Discussion in 'Sports and News' started by Freelance Hack, Jan 21, 2009.

  1. Freelance Hack

    Freelance Hack Active Member

    Today's Top 10 wishes a happy 30th birthday to the one-time D'backs closer, probably best known for the dramatic home runs he surrendered in Games 4 and 5 of the 2001 World Series. Fortunately for him, Luis Gonzalez Game 7 blooper kept him from becoming a scapegoat.

    So, in honor of BHK, we rank the top 10 greatest postseason home runs.

    Don't worry Byung, neither Tino Martinez nor Scott Brosius are in this lineup.

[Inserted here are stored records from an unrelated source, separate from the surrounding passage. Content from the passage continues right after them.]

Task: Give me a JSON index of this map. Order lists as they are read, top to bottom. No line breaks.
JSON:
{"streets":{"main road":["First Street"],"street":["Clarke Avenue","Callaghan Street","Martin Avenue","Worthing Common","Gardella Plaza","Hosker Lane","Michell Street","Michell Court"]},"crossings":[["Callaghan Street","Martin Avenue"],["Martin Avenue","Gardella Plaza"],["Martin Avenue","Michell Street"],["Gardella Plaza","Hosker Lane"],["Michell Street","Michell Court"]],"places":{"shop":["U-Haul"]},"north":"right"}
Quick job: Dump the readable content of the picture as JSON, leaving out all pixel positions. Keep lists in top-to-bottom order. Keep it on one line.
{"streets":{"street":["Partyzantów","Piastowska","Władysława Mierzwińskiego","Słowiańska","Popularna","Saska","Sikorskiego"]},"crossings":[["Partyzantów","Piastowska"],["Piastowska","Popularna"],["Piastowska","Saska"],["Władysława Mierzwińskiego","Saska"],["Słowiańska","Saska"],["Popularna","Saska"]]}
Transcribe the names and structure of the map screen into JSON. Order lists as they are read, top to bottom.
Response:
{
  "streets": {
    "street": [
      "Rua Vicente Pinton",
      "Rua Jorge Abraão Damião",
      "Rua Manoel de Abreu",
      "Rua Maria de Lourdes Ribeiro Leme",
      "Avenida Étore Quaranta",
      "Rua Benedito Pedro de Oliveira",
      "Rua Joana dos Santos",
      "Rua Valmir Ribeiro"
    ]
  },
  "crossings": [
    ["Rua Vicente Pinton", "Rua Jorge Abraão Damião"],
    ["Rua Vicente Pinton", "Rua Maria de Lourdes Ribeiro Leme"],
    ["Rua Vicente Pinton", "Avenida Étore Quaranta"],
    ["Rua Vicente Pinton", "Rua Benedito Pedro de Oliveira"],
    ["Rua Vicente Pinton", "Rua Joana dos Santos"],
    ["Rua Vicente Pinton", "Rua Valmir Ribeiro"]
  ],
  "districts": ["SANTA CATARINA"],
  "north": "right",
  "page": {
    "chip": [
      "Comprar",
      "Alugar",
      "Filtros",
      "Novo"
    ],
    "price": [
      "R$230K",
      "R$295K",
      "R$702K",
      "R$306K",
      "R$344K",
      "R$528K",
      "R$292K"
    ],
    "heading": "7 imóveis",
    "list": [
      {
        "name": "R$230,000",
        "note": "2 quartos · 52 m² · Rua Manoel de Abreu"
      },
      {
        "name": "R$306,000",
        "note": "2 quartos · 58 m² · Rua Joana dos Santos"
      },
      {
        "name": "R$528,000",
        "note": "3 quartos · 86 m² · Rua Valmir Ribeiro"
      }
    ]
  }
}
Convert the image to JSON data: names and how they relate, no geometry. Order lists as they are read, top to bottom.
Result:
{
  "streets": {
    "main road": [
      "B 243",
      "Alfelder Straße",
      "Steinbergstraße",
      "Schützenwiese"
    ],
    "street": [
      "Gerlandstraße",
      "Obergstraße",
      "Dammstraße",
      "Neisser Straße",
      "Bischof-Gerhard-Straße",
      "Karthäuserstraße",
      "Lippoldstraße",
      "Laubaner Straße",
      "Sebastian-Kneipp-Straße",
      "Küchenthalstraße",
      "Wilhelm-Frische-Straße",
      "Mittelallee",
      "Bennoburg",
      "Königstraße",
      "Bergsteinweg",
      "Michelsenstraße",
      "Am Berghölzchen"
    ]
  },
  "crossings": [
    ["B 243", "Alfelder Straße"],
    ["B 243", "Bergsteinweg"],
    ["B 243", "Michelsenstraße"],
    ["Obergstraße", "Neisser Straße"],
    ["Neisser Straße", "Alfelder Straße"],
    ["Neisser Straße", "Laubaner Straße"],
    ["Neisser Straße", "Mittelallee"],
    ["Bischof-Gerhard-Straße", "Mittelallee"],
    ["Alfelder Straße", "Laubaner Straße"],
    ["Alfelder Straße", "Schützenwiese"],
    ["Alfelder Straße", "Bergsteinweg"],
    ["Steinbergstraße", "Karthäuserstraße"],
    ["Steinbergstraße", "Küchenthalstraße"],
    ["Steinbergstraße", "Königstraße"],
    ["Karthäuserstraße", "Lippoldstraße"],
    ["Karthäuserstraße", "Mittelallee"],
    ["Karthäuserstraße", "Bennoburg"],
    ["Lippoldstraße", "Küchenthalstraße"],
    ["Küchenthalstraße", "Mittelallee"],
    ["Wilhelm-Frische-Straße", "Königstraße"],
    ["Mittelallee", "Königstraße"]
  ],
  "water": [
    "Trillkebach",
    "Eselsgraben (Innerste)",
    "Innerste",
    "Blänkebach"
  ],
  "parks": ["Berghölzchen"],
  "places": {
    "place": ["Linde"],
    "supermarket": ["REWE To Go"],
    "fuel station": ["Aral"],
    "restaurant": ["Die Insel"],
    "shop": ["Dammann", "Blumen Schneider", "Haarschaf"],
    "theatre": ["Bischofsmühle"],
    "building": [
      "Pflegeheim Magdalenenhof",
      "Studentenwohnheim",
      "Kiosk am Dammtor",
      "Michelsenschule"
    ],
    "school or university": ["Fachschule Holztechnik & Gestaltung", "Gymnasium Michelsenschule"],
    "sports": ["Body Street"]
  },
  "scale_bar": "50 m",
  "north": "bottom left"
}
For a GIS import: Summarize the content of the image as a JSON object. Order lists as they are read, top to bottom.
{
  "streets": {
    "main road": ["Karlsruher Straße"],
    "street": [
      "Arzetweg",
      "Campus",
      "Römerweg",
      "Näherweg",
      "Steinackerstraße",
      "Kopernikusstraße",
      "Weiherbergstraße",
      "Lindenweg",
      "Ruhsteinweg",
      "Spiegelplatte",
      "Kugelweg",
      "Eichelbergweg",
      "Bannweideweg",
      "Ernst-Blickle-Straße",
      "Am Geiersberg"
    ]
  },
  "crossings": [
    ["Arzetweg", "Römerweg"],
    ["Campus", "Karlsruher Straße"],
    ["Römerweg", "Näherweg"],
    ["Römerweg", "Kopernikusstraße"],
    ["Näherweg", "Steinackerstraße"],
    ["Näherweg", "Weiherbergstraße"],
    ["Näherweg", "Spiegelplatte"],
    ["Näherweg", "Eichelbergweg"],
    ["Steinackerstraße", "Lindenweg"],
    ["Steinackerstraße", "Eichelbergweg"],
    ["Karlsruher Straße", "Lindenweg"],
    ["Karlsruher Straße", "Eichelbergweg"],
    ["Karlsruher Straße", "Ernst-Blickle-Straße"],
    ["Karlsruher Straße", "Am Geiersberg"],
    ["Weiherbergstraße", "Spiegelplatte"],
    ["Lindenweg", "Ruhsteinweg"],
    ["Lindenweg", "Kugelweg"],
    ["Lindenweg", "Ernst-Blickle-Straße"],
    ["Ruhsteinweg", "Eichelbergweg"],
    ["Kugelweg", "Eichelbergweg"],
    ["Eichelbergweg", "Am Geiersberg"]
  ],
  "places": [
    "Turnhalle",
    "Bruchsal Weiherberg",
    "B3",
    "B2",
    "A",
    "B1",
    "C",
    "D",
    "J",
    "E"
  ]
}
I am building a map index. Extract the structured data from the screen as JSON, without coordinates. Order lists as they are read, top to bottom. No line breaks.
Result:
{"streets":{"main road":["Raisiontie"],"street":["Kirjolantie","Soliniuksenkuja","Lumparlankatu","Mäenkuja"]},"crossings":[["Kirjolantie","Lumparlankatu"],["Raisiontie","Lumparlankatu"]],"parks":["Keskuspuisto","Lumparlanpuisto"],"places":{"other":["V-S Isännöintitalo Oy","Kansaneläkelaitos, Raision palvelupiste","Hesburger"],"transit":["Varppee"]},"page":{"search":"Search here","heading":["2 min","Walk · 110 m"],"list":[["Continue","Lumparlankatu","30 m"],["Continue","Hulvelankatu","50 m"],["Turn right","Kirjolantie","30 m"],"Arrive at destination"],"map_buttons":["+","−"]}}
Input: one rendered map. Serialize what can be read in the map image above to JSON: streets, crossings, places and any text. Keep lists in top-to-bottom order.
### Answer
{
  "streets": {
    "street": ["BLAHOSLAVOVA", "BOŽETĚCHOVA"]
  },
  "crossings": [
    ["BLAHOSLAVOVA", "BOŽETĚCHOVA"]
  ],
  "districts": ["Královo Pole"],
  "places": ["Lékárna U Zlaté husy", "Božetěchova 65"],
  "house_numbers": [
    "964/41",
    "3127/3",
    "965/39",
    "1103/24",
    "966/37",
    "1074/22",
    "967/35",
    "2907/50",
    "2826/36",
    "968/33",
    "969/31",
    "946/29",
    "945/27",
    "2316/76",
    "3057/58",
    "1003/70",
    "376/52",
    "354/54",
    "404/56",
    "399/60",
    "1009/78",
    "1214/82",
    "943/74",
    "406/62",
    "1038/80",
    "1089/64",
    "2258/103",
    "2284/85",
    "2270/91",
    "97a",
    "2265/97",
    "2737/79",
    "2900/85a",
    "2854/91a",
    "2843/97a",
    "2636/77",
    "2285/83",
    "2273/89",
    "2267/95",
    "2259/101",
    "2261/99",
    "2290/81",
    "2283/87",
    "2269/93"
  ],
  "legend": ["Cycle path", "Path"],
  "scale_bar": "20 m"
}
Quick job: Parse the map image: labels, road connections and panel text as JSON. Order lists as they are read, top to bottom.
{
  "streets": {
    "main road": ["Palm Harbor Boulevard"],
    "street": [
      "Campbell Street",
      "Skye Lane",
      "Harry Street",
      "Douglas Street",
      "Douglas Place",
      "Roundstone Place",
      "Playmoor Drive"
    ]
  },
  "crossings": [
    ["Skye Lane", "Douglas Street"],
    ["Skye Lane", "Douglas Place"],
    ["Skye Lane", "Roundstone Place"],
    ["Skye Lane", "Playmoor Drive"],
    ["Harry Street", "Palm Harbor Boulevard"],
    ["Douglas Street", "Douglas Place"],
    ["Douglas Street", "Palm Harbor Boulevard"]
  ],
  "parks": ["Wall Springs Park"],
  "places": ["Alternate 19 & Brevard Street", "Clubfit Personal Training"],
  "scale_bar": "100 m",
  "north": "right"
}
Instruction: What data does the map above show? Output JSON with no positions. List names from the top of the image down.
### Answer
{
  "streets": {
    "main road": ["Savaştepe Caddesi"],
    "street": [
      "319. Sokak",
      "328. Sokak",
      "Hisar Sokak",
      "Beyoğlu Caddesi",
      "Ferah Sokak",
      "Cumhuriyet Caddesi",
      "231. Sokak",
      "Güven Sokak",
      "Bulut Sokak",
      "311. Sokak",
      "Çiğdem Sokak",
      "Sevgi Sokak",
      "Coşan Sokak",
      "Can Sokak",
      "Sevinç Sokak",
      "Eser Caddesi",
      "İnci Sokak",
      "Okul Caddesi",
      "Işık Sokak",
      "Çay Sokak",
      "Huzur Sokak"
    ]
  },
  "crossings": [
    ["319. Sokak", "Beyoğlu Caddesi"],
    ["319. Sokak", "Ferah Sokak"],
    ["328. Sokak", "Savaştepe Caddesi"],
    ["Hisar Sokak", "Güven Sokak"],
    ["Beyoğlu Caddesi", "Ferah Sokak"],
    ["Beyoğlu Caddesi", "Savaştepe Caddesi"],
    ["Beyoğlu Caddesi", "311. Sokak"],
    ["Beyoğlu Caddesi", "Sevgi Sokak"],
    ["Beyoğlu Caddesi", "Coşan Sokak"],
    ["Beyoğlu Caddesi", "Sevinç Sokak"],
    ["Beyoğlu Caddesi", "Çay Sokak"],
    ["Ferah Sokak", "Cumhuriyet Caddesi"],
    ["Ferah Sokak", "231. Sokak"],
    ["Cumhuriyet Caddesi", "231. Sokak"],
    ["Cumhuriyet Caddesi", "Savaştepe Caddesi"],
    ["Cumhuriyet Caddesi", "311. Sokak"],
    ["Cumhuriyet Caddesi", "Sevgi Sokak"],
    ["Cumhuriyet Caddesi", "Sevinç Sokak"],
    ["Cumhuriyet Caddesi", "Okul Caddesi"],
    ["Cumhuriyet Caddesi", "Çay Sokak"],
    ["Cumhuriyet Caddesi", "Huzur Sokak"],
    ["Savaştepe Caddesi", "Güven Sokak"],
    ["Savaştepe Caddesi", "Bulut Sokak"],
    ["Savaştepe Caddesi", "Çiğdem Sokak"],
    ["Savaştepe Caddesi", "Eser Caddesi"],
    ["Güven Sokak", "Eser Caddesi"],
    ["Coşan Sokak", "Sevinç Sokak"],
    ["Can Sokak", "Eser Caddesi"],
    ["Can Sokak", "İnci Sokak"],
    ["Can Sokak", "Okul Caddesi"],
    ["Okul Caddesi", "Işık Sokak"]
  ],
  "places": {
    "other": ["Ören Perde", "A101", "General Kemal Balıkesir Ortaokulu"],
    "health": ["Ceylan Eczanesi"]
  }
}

    1. Bill Mazeroski, Game 7 1960 World Series
    2. Bobby Thomson, Game 3 1951 NL Pennant Playoff
    3. Kirk Gibson, Game 1 1988 World Series
    4. Joe Carter, Game 6 1993 World Series
    5. Dave Henderson, Game 5 1986 ALCS
    6. Carlton Fisk, Game 6 1975 World Series
    7. Kirby Puckett, Game 6 1991 World Series
    8. Ozzie Smith, Game 5 1985 NLCS
    9. Aaron Boone, Game 7 2003 ALCS
    10. David Ortiz, Game 4 2004 ALCS

    Apologies to: Babe Ruth (Game 3 1932 World Series), Chris Chambliss (Game 5 1976 ALCS) and Chris Burke (Game 4 2005 NLDS)
     
  2. Angola!

    Angola! Guest

    I'm slightly biased, but I think Brosius' homer belongs. Mainly because it was so insane for it to happen in consecutive games.
     
  3. Boom_70

    Boom_70 Well-Known Member

    You need Leyritz game 4 '96 world series

    I guess Bucky Dent HR would not be considered in post season
     
  4. deskslave

    deskslave Active Member

    At least one of them does. What they meant for the city, etc., even if they did lose the series. And because, IIRC, only once in WS history had a team come from two down in the last of the ninth to win, and the Yankees did it twice in two nights.
     
  5. zeke12

    zeke12 Guest

    And I'd flop Puck and Pudge ahead of Hendu, because World Series elimination games trump ALCS elimination game.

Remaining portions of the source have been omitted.